Arzola anuncia retorno gradual a clases y uso de detectores de metales en establecimientos tras ataque en Calama
La tragedia ocurrida en el Instituto Obispo Silva Lezaeta de Calama movilizó este viernes a las ministras de Seguridad Pública, Trinidad Steinert, y de Educación, María Paz Arzola, quienes llegaron a la zona para acompañar a los afectados y coordinar la respuesta estatal. Tras una reunión con autoridades locales, la ministra Arzola fue enfática en señalar que la prioridad absoluta del Gobierno de José Antonio Kast en este momento es el apoyo psicológico.
“Hoy la urgencia tiene que ver con la contención”, subrayó Arzola a la prensa. Como medida inmediata, se confirmó la suspensión de clases en el establecimiento, informando que el retorno será gradual: primero se reintegrarán los funcionarios y posteriormente los estudiantes, mediante jornadas de apoyo emocional coordinadas a través de la Seremi.
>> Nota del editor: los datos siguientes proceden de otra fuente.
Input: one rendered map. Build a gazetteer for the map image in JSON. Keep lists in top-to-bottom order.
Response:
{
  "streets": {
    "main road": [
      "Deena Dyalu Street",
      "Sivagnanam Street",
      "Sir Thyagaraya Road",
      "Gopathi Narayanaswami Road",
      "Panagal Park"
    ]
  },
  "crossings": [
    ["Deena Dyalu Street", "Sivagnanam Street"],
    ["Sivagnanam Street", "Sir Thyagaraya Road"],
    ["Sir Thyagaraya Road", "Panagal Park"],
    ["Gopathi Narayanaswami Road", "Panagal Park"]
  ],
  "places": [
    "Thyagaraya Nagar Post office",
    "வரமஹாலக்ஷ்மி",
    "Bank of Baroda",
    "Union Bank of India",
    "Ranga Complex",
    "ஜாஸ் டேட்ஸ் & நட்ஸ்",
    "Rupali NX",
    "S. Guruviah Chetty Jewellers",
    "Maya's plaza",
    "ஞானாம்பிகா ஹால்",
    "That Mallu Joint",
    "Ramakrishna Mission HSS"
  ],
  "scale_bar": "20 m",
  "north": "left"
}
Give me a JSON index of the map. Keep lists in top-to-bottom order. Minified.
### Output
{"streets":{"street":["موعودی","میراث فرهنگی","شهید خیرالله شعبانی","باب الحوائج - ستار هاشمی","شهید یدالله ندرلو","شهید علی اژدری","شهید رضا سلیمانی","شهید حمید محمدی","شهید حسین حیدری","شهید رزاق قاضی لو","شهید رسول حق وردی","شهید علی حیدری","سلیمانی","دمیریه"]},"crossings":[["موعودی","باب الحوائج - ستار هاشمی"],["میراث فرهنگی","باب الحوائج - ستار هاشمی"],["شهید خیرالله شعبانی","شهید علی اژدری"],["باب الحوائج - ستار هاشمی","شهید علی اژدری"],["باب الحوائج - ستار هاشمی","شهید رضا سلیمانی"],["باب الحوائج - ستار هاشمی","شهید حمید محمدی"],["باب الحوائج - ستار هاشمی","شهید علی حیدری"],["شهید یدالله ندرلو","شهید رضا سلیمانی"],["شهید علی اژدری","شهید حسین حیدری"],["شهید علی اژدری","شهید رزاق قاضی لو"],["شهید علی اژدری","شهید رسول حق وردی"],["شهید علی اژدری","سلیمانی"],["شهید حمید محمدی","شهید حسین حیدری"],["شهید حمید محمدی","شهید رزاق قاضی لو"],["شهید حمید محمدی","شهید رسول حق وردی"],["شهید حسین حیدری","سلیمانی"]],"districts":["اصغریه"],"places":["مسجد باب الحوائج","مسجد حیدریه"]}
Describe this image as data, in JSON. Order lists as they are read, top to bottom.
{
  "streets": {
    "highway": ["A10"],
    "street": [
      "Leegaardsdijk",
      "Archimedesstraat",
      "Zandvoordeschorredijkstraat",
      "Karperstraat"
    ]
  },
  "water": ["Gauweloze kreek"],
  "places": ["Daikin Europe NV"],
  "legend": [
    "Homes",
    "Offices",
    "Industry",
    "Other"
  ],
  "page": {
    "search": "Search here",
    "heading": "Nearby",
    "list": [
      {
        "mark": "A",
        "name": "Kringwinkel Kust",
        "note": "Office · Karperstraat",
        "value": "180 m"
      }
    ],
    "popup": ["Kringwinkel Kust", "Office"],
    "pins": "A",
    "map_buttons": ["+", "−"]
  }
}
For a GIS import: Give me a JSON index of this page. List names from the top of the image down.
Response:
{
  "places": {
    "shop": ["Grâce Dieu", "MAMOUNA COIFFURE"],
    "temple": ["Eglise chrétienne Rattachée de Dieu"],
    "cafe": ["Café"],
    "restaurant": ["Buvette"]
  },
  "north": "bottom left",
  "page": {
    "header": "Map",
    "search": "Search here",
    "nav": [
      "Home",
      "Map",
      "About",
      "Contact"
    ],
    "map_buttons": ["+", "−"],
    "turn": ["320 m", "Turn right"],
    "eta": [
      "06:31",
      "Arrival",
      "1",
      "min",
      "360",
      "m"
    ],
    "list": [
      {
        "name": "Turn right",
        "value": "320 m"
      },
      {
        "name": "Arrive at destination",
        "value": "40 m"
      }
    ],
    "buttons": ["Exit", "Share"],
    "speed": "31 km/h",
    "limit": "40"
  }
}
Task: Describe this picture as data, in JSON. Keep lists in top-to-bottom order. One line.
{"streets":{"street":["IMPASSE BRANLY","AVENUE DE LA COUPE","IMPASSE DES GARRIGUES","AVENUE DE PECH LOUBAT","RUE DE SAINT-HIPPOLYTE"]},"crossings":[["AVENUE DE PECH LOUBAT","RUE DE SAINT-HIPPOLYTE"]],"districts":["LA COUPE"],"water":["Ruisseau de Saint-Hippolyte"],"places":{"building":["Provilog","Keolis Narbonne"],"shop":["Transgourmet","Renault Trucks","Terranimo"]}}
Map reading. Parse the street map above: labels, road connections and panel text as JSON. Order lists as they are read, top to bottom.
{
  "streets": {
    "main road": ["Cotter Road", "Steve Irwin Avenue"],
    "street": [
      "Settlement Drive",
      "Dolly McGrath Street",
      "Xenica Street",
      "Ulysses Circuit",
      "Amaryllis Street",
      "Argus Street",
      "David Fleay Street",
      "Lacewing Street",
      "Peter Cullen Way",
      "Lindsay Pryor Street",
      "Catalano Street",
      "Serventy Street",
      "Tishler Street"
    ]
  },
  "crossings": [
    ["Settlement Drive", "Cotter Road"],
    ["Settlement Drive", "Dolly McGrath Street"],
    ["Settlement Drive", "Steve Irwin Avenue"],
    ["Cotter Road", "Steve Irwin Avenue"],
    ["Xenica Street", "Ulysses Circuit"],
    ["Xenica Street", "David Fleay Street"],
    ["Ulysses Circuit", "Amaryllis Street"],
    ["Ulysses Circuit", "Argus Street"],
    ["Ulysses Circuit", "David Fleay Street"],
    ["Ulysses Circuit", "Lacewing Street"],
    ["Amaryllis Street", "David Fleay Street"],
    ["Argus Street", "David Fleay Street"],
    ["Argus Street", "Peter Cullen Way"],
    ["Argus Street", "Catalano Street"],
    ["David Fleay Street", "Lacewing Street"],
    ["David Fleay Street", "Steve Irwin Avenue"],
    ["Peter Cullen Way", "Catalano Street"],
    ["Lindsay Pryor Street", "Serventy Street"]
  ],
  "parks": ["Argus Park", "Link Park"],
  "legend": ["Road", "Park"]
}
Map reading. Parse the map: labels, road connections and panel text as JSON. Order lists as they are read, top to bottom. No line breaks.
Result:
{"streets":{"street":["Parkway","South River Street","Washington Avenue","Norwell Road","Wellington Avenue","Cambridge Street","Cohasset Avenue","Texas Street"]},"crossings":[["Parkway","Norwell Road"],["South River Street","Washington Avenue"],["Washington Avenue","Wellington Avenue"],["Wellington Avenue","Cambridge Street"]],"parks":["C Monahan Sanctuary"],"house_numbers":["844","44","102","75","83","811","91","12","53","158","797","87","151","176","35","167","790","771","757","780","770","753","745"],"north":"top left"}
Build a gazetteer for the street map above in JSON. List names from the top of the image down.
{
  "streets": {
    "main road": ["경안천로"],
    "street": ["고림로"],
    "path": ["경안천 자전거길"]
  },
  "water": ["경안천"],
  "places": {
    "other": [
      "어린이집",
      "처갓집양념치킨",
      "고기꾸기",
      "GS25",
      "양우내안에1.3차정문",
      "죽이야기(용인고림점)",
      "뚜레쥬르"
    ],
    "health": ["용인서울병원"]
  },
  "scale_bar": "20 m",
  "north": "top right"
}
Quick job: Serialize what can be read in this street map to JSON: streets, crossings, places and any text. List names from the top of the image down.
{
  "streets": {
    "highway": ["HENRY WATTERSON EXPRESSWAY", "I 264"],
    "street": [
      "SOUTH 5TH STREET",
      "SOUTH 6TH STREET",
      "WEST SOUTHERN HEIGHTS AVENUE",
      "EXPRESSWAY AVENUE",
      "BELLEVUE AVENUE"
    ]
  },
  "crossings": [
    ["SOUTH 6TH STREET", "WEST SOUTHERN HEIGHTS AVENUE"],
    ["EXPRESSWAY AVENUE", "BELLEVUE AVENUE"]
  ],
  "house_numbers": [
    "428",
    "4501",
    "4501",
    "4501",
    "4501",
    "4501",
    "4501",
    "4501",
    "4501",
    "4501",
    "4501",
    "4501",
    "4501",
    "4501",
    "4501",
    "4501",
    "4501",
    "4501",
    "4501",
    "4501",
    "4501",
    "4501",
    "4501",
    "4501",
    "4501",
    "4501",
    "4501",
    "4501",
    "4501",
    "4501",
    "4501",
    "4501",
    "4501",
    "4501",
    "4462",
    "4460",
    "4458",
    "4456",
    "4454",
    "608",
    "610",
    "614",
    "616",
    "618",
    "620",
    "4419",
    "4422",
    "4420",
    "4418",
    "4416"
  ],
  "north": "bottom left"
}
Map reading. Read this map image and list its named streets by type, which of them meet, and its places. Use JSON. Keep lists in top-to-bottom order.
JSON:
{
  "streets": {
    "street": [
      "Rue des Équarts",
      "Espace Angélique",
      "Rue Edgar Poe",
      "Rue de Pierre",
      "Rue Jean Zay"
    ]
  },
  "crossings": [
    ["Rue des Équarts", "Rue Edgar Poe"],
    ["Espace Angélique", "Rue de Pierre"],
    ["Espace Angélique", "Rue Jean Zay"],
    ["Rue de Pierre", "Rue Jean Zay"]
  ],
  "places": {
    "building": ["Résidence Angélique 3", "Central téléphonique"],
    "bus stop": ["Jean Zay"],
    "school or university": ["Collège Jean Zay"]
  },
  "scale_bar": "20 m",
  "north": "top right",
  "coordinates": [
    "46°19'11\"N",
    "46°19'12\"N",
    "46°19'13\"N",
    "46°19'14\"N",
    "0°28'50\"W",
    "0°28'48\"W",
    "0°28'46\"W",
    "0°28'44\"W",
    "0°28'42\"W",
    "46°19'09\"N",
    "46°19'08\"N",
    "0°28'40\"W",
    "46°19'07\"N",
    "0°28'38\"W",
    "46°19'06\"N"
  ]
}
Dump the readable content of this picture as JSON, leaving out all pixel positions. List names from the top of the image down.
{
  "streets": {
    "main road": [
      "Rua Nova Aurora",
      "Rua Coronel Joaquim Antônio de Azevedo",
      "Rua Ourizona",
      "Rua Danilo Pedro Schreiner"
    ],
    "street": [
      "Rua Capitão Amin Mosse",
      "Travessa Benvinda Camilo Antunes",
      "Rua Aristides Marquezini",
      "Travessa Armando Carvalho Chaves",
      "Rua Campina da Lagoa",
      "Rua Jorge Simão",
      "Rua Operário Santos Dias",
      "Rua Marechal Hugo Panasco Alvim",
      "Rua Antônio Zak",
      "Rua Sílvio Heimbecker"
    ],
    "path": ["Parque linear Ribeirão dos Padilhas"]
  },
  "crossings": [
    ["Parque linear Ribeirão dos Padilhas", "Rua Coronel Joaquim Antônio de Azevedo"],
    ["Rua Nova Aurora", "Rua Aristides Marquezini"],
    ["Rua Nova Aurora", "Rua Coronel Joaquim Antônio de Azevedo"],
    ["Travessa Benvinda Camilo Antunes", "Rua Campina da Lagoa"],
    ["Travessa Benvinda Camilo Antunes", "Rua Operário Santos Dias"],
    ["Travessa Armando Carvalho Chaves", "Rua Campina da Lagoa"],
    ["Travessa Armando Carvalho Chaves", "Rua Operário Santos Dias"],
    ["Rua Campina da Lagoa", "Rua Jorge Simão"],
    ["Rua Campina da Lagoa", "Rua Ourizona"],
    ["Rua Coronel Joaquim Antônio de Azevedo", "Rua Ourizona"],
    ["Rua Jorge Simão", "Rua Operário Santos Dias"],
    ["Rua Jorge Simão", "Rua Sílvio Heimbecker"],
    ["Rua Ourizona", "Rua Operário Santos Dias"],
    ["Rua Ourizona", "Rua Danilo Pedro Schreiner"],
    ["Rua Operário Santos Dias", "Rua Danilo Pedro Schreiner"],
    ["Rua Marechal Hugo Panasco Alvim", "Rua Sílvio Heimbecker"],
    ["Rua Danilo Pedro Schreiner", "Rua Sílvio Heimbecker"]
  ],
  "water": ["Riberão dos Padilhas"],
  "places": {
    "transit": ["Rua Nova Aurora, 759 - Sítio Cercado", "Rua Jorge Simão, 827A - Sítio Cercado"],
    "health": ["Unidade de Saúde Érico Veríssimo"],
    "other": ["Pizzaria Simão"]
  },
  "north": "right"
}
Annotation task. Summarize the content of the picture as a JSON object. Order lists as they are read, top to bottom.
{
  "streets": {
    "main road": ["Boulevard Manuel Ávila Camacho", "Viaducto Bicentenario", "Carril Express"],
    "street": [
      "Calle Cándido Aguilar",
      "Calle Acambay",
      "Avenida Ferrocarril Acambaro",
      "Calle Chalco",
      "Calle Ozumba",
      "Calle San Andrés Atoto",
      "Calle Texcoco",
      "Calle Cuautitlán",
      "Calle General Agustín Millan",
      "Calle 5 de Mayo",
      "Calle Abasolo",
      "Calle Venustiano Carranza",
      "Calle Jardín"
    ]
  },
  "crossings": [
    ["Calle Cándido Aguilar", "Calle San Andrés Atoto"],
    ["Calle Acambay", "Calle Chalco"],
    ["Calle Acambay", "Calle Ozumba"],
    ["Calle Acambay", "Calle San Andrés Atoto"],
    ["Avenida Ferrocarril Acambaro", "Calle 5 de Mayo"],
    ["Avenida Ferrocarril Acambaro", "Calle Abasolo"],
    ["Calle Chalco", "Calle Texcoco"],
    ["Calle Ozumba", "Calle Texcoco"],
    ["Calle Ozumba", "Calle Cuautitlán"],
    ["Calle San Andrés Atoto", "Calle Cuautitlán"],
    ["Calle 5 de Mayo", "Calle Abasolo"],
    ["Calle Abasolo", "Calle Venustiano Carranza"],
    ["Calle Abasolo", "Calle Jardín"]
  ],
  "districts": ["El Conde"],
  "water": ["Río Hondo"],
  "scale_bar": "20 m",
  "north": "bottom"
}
Legislación y nuevas herramientas
Además, la ministra recordó que existe una ley en proceso de promulgación que facultará a los recintos educacionales para instalar dispositivos tecnológicos de control. “Hoy día hay una ley que está aprobada que permite que los establecimientos que así lo requieran puedan poner artefactos tecnológicos como, por ejemplo, detectores de metales”, explicó.
La secretaria de Estado envió sus condolencias a las víctimas y aseguró que se trabajará junto a parlamentarios para generar nuevas ideas que puedan aplicarse a través del Congreso.
“Se están disponiendo todos los recursos y todos los esfuerzos para cumplir con ese primer objetivo que es lo urgente”, concluyó.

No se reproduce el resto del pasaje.